### Problem requirements
Only the lines below, from the one with "M1486 444 1511 468 1480 502 1455 478Z" through the one with "M354 538H408V552H354Z", are to be written out, exactly.

### Data under study
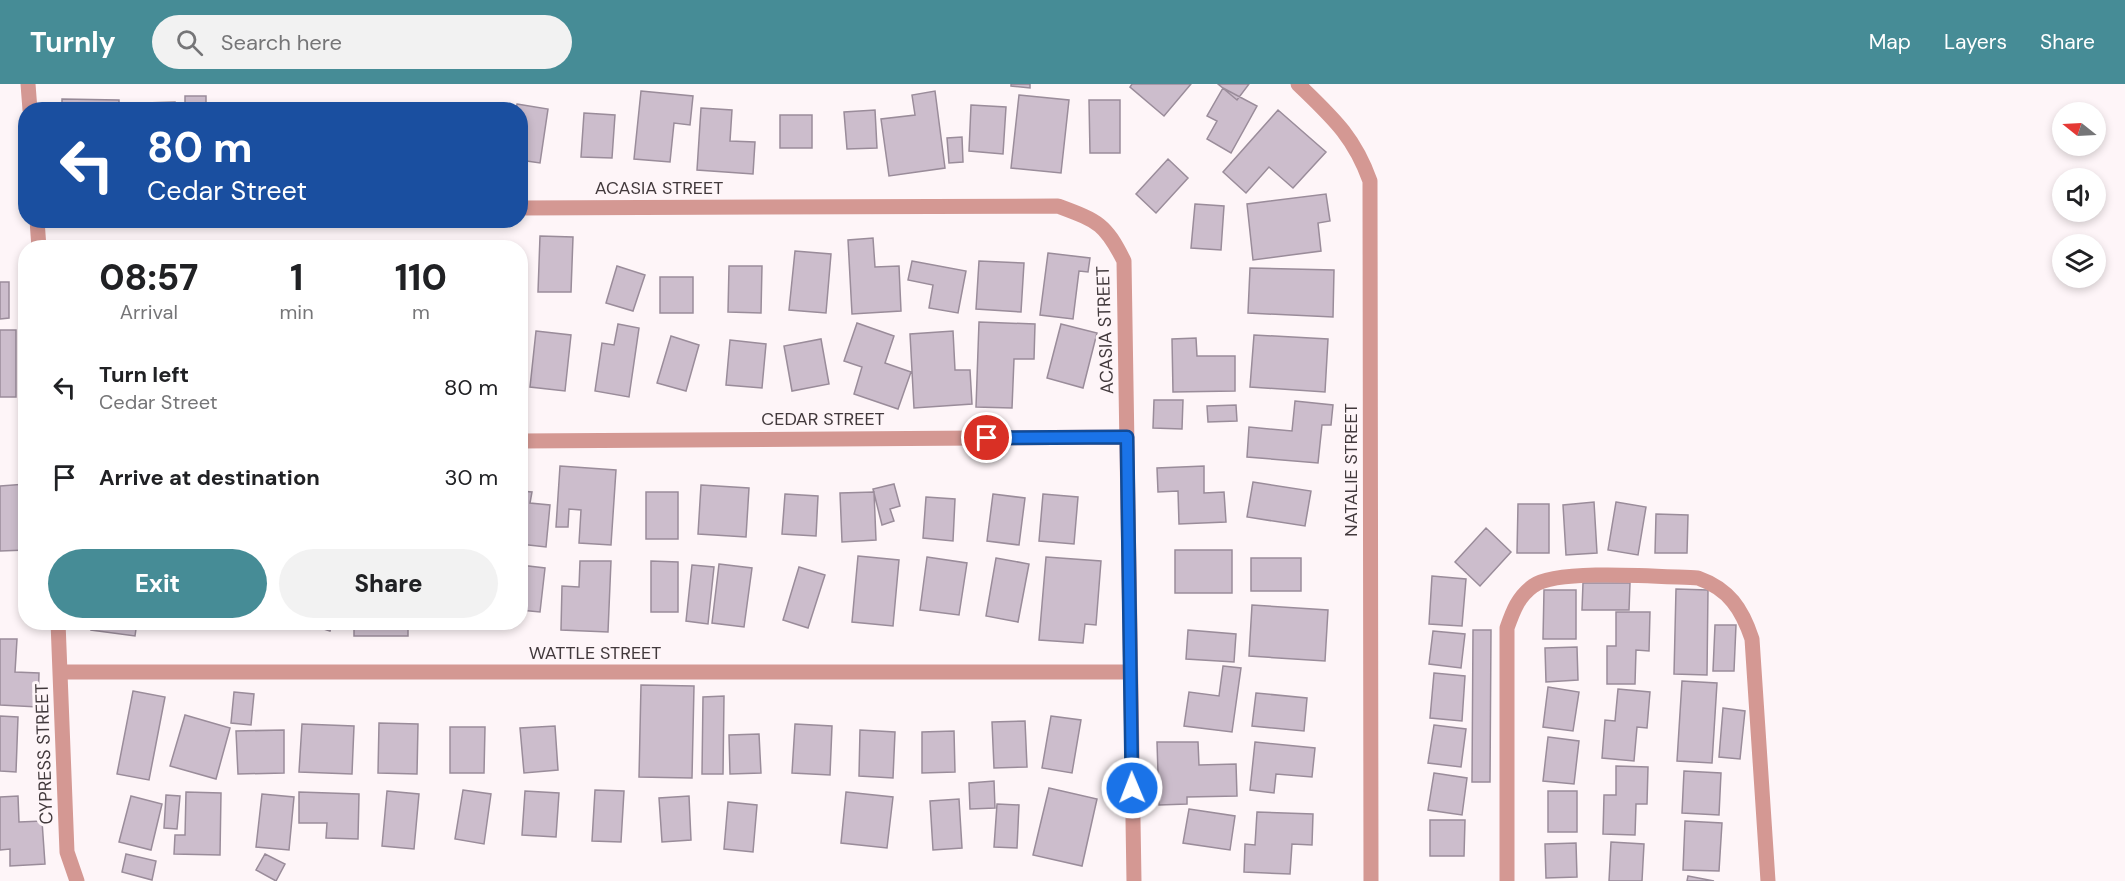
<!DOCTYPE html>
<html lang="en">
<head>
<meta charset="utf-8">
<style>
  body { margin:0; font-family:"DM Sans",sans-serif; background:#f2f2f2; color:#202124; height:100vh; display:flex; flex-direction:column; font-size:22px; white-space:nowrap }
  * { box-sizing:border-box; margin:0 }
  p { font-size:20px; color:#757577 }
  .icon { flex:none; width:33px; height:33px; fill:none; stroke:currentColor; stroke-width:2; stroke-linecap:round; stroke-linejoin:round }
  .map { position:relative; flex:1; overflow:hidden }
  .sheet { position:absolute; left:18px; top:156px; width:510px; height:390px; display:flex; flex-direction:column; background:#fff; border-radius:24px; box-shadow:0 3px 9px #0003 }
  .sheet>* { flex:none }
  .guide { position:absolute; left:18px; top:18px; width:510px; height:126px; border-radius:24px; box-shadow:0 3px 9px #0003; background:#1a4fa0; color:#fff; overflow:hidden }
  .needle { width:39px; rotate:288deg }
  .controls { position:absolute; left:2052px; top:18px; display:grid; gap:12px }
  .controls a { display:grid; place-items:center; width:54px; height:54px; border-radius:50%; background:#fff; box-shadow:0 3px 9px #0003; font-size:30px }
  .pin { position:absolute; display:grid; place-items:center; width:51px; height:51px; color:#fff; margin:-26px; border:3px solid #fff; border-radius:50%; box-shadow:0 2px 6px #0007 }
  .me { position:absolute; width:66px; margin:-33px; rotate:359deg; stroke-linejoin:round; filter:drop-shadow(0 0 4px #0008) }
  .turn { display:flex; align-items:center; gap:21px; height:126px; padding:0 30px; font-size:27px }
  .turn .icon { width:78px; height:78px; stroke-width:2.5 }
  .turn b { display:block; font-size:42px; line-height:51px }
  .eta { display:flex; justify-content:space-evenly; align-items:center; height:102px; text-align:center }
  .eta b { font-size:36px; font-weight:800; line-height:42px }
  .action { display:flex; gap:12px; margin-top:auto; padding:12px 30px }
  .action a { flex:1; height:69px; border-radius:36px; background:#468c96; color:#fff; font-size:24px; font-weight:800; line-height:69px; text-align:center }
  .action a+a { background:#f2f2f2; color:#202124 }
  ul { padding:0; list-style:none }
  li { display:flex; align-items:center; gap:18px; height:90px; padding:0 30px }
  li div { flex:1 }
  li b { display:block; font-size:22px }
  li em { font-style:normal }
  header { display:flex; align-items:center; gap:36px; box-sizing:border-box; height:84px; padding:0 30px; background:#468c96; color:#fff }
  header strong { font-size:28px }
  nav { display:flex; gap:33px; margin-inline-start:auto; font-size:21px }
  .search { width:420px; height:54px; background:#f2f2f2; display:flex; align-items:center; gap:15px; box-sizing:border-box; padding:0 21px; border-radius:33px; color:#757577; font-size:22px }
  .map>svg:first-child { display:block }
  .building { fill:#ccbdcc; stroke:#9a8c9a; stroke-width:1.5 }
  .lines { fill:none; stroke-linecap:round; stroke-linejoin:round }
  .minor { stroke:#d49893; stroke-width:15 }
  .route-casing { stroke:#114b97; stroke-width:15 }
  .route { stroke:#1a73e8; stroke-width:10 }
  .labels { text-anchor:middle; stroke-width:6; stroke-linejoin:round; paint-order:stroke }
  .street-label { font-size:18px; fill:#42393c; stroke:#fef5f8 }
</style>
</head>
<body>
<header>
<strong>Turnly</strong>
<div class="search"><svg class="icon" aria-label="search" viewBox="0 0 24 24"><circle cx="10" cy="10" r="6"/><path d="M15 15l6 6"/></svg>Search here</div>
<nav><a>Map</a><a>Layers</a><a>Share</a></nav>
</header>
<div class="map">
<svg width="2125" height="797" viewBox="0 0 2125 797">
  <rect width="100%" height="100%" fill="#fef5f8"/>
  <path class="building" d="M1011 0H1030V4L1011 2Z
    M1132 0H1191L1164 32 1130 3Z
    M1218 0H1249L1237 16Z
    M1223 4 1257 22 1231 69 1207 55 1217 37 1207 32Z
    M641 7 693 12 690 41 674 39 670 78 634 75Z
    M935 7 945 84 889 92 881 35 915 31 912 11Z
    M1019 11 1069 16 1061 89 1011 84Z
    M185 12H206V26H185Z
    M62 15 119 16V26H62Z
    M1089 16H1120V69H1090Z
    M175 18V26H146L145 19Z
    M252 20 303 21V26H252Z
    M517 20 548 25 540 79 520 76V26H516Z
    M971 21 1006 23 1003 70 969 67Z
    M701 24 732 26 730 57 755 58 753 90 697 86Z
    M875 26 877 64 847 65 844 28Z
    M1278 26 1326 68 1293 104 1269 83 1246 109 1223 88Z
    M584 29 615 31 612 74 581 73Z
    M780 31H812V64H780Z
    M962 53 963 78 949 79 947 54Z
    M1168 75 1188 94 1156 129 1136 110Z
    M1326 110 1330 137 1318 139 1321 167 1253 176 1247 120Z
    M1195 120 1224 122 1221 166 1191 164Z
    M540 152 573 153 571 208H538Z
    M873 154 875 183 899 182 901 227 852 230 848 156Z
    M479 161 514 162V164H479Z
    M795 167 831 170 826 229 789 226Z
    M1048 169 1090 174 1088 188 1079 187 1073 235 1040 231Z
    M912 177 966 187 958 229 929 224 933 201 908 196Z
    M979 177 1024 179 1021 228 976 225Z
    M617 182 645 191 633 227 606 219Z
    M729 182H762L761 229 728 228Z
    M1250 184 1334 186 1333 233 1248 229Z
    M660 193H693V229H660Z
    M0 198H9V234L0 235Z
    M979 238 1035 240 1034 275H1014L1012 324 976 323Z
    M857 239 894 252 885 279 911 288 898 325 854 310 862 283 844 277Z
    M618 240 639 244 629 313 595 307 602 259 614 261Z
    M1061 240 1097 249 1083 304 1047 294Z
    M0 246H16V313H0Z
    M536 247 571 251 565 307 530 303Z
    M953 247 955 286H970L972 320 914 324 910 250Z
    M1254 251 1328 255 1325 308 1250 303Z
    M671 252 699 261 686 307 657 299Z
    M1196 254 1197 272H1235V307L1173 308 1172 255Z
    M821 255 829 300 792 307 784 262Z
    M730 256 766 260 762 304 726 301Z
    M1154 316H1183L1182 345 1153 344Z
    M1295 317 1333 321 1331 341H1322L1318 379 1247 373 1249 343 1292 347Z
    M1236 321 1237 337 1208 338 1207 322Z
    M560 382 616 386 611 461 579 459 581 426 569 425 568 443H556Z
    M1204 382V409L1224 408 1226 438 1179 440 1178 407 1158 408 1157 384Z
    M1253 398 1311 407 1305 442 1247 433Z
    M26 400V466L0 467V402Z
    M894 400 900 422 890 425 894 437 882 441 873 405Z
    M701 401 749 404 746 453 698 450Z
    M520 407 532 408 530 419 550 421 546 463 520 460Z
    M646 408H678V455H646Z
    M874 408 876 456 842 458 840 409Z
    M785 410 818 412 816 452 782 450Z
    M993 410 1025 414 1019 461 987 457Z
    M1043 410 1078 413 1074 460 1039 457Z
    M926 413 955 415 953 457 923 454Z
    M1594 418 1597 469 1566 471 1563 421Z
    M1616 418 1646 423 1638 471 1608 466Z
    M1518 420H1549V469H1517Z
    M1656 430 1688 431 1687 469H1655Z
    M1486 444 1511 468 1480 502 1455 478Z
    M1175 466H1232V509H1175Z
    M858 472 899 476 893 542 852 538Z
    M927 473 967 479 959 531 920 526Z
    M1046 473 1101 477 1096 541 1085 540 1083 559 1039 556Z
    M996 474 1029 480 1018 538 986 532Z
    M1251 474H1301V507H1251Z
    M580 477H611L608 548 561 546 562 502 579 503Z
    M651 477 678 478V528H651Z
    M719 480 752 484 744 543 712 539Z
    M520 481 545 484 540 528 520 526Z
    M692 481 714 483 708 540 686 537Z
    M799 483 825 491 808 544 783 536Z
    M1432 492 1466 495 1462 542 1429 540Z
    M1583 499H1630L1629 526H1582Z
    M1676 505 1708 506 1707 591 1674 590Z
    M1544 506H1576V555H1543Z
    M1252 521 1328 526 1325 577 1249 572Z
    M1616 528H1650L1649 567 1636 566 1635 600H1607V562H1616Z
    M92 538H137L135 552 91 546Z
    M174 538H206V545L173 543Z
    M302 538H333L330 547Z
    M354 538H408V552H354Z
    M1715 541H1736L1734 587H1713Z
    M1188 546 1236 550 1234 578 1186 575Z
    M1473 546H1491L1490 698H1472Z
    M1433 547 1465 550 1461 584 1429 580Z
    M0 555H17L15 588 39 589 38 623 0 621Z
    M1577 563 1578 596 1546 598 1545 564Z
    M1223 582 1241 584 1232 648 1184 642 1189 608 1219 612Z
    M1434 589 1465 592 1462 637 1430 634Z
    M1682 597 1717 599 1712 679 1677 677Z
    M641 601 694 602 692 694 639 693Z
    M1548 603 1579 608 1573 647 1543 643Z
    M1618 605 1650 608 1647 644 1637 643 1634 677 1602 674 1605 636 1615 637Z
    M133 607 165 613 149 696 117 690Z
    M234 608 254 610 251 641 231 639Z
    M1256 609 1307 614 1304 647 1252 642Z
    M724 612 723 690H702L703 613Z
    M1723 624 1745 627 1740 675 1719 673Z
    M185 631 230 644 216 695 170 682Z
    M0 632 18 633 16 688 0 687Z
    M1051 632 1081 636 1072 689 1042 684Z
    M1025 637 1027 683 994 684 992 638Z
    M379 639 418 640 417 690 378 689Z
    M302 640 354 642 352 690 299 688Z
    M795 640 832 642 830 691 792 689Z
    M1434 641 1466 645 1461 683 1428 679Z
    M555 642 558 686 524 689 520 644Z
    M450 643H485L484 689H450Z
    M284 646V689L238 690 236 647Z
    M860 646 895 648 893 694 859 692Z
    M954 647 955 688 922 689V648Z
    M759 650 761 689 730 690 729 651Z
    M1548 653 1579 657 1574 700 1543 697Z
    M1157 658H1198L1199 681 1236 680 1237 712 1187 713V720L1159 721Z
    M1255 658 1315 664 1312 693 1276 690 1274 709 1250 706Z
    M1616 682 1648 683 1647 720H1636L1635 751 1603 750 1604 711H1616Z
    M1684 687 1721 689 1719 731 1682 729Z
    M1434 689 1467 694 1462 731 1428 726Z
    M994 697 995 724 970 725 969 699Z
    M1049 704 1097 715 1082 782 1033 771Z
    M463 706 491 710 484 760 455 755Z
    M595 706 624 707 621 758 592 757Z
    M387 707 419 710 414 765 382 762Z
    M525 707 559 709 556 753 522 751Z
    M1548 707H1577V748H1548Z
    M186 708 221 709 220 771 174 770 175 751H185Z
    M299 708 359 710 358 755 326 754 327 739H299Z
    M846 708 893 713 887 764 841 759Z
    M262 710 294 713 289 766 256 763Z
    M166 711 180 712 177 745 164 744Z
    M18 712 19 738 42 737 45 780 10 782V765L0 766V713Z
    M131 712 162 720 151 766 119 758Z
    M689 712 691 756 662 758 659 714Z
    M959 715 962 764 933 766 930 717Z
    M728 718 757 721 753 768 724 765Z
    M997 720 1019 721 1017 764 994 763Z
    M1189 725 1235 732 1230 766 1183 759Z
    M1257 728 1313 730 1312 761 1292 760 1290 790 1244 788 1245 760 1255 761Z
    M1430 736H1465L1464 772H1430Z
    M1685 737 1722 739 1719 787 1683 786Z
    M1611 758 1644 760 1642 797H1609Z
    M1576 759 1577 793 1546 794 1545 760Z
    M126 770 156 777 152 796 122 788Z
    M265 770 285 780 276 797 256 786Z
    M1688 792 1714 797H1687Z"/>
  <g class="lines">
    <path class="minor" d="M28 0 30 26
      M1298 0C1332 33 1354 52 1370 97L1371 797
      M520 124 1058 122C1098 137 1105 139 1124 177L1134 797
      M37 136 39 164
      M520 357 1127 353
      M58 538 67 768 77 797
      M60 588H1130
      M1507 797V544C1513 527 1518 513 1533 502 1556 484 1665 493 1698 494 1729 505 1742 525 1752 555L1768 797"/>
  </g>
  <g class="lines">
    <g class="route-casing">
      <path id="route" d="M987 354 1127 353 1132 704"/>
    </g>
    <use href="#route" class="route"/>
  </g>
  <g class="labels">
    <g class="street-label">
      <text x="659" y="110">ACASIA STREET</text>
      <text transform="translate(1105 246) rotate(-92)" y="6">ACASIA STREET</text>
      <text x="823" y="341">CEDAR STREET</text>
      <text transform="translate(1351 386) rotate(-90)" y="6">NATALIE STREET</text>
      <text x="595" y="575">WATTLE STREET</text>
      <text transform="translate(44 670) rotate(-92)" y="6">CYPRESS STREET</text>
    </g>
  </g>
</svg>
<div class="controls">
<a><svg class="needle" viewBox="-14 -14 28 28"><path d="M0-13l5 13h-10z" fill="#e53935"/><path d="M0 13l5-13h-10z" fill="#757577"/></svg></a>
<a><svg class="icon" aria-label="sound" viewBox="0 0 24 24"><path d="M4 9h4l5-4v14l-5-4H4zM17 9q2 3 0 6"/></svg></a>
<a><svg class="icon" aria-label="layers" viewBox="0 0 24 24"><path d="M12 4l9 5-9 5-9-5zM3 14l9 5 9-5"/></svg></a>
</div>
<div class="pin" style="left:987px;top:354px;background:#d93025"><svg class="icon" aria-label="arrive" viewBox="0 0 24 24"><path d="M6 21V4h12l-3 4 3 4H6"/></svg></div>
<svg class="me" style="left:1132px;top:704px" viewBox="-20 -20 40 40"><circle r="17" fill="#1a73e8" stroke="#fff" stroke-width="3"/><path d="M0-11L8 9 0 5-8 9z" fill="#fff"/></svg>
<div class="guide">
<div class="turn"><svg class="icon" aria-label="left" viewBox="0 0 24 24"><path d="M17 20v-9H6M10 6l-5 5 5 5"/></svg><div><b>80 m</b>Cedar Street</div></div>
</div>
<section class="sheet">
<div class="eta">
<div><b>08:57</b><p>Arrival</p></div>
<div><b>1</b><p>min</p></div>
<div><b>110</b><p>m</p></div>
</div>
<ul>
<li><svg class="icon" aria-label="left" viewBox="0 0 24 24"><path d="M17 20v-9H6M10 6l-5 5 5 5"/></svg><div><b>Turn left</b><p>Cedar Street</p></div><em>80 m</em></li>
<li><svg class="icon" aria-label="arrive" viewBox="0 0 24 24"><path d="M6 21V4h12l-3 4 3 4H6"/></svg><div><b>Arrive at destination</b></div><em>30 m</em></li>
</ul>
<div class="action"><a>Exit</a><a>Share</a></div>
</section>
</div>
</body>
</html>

### Exercise solution
    M1486 444 1511 468 1480 502 1455 478Z
    M1175 466H1232V509H1175Z
    M858 472 899 476 893 542 852 538Z
    M927 473 967 479 959 531 920 526Z
    M1046 473 1101 477 1096 541 1085 540 1083 559 1039 556Z
    M996 474 1029 480 1018 538 986 532Z
    M1251 474H1301V507H1251Z
    M580 477H611L608 548 561 546 562 502 579 503Z
    M651 477 678 478V528H651Z
    M719 480 752 484 744 543 712 539Z
    M520 481 545 484 540 528 520 526Z
    M692 481 714 483 708 540 686 537Z
    M799 483 825 491 808 544 783 536Z
    M1432 492 1466 495 1462 542 1429 540Z
    M1583 499H1630L1629 526H1582Z
    M1676 505 1708 506 1707 591 1674 590Z
    M1544 506H1576V555H1543Z
    M1252 521 1328 526 1325 577 1249 572Z
    M1616 528H1650L1649 567 1636 566 1635 600H1607V562H1616Z
    M92 538H137L135 552 91 546Z
    M174 538H206V545L173 543Z
    M302 538H333L330 547Z
    M354 538H408V552H354Z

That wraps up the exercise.